CONGRATULATIONS #IHSASpeech STATE CHAMPIONS! What an amazing group of students and coaches! It’s a great day to be a RED DEVIL! @ThisIsHCHS @RedDevilSpirit @RedDevilsAD pic.twitter.com/W1HIM45RSM
— HCActivities (@HCHSActivities) February 17, 2019
Central also won sectionals a week before at Downers Grove South, as well as regionals which were held at Central on Saturday, Feb. 2. The coaches put together the regionals team based on performances in the regular season as well as their observations during practice. Each school was allowed only one entry for each of the 14 different events, and each entry was given a score from 1 to 6.

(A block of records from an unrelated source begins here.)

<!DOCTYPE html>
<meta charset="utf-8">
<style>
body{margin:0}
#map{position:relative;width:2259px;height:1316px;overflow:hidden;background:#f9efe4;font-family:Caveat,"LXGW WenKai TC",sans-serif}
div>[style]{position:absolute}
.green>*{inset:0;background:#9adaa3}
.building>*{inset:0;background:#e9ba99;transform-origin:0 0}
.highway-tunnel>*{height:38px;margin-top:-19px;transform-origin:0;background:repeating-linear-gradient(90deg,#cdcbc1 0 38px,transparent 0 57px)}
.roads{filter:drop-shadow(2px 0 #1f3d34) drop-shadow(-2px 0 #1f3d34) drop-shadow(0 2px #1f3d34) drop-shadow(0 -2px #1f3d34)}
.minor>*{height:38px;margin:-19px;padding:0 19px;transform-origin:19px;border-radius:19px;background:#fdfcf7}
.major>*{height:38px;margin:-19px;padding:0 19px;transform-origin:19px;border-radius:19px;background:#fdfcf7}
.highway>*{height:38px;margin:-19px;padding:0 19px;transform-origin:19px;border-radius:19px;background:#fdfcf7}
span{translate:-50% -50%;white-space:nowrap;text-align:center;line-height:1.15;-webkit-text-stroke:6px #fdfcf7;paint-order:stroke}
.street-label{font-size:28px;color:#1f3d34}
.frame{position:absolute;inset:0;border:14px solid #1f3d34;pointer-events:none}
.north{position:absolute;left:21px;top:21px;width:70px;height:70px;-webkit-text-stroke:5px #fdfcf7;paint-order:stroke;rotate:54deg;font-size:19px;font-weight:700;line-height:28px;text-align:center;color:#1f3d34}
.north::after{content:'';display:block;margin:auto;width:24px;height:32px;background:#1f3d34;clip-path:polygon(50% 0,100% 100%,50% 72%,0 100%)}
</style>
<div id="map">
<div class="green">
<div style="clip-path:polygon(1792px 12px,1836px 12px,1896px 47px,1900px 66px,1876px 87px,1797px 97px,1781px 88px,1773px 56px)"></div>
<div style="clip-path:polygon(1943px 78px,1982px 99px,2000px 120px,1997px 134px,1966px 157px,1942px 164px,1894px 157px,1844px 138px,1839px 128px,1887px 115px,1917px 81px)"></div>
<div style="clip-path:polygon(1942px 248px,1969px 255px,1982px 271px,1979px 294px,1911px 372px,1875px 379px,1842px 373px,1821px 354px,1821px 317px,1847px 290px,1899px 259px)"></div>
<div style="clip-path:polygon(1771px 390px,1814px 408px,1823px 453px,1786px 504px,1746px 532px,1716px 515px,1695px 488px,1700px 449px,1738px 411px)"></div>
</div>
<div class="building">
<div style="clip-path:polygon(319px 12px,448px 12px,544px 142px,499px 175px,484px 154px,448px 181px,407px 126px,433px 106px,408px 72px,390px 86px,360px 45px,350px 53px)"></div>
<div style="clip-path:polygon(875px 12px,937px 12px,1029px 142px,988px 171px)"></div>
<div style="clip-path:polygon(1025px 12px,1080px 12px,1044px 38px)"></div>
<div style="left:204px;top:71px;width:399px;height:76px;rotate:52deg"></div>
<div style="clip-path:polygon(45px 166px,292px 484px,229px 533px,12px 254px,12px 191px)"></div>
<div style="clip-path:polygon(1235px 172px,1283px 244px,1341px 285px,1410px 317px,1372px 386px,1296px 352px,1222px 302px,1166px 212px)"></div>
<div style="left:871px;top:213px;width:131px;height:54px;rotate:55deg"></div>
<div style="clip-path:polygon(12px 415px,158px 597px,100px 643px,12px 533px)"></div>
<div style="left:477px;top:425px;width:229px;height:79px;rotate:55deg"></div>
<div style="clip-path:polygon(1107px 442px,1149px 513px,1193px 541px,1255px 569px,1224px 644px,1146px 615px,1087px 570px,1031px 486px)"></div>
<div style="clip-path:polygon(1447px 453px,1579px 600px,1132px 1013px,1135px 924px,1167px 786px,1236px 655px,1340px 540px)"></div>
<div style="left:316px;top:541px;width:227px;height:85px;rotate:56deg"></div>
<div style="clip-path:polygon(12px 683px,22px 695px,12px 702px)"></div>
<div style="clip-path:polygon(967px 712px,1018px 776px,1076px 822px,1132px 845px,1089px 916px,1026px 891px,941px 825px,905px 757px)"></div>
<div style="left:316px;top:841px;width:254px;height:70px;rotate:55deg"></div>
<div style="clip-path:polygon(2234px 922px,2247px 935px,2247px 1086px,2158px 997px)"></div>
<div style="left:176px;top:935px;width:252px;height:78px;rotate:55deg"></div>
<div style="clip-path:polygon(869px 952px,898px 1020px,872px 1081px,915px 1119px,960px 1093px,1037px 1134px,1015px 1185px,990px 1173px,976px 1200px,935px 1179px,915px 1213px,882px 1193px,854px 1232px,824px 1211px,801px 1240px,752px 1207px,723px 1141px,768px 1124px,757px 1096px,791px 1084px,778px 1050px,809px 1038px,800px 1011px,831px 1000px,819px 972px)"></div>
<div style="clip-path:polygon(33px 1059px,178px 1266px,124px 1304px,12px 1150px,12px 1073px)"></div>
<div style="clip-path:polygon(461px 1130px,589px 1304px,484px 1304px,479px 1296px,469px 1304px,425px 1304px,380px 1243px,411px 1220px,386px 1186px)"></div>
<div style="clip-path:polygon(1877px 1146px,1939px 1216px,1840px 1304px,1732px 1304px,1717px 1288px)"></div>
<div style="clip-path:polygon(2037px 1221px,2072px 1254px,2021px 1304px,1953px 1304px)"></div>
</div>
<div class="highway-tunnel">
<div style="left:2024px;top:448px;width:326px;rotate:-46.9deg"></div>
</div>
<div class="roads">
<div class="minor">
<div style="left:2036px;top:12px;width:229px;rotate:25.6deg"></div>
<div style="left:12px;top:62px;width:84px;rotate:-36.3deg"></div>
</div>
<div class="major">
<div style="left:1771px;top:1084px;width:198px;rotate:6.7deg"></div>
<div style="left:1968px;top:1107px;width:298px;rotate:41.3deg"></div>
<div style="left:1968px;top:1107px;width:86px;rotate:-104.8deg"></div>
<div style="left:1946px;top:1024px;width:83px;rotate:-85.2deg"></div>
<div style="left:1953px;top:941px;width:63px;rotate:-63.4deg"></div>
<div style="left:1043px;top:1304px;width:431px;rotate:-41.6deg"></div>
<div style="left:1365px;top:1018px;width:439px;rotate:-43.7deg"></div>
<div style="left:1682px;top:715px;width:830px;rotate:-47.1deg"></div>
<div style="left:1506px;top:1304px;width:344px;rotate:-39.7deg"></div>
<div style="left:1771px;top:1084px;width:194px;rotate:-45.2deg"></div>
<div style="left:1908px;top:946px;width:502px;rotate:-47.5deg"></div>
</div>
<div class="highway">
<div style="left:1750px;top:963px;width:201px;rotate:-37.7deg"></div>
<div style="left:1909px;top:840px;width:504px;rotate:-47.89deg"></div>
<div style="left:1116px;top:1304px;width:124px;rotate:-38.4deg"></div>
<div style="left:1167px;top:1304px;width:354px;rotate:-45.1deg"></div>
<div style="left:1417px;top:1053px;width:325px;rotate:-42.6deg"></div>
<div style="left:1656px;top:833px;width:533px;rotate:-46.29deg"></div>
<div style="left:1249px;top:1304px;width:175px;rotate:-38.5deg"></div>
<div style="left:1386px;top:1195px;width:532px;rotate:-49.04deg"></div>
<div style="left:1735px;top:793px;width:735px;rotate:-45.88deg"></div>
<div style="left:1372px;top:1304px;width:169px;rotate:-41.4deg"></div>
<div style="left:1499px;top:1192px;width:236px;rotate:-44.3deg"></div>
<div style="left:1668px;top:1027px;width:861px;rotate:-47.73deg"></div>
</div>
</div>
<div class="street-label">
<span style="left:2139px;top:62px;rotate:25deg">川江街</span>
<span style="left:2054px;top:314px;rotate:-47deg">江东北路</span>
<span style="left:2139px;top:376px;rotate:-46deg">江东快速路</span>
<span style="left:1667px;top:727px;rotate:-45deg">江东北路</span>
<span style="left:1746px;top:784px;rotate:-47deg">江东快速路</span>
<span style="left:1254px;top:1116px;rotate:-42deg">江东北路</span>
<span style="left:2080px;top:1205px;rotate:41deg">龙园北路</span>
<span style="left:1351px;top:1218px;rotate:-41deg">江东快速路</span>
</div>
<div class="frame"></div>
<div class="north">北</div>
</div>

“We knew we had a chance to be one of the top teams this weekend,” said Mr. Paul Woods, Forensics coach. “But there are so many things that we can’t control in this activity, so we never focus on the competition or on a result we can’t control. We just encourage the kids to connect with the audience and give their best performance. If the kids walk out of the room feeling good about themselves, good results often follow.”
Most of the students who attended state were seniors, and only seniors earned points for the team at state.
“I felt like I could have contributed more points, but I am very grateful to have been a part of the state team,” said Charlie Carter, senior Forensics member. “I was seeded second during the prelims but got eighth in finals. Speech is very subjective so it’s hard to understand why you received the score you did sometimes.”
The last time the Central forensics team won state was in 2014, so for the seniors, it was their first, and last, experience being state champions. Most seniors joined the team their freshman year when 120 kids tried out, but only 20 students made it.
“I am going to miss the family aspect of Forensics,” Horstman said. “At one point this weekend, we were sitting on the couch and it was a really bittersweet moment because we have all spent so long together, almost four years, and we have gotten so close. Winning state was like watching the result of all the work we have put in for the past four years.”
All Forensics students that performed at Regionals participated in the showcase for students. There, students could view the performances that the members had been perfecting all season.
Even with the seniors graduating, the coaches said they are confident that the underclassmen on the team will continue to allow success in the future.